+++ Supplied data

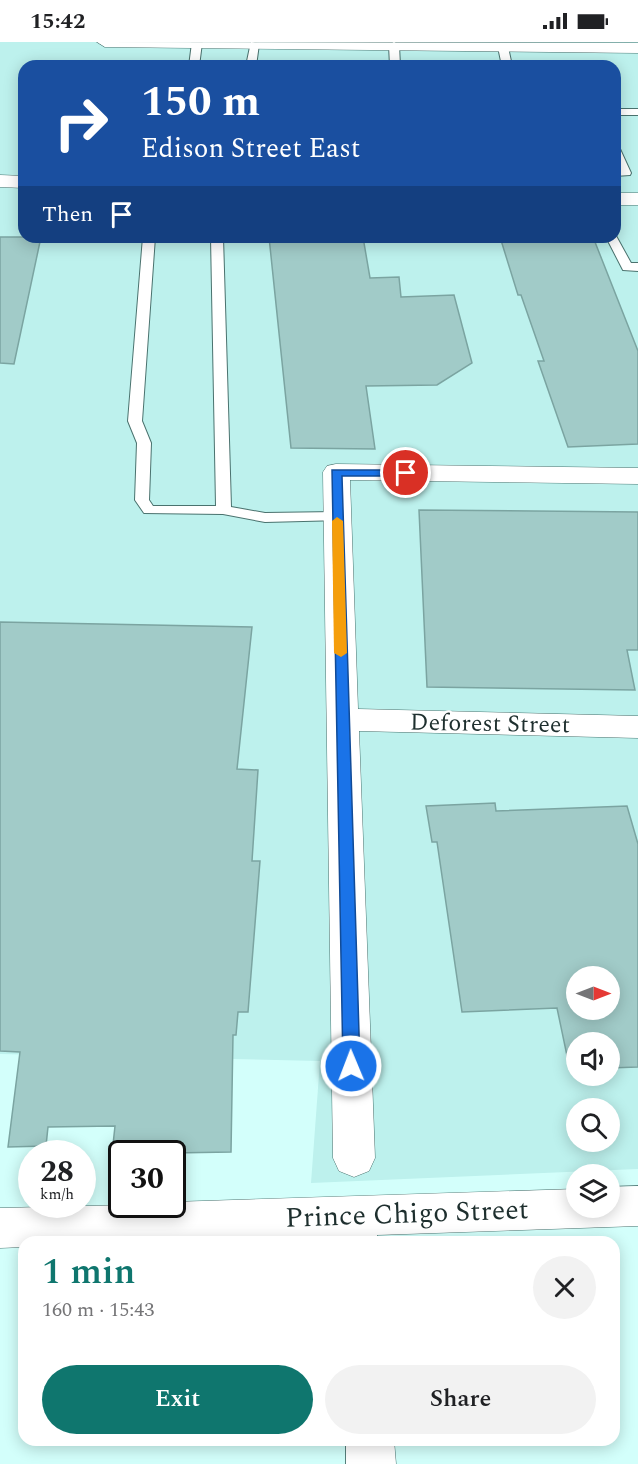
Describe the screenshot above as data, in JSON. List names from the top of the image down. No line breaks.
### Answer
{"streets":{"street":["Deforest Street","Prince Chigo Street"]},"north":"right","page":{"status":"15:42","turn":["150 m","Edison Street East"],"then":"Then","speed":"28 km/h","limit":"30","heading":["1 min","160 m · 15:43"],"buttons":["Exit","Share"]}}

++++++

▶ _Task item_
Would you print the whole listing exactly, omitting the pictures?

▶ _Solution_
Describe the screenshot above as data, in JSON. List names from the top of the image down. No line breaks.
### Answer
{"streets":{"street":["Deforest Street","Prince Chigo Street"]},"north":"right","page":{"status":"15:42","turn":["150 m","Edison Street East"],"then":"Then","speed":"28 km/h","limit":"30","heading":["1 min","160 m · 15:43"],"buttons":["Exit","Share"]}}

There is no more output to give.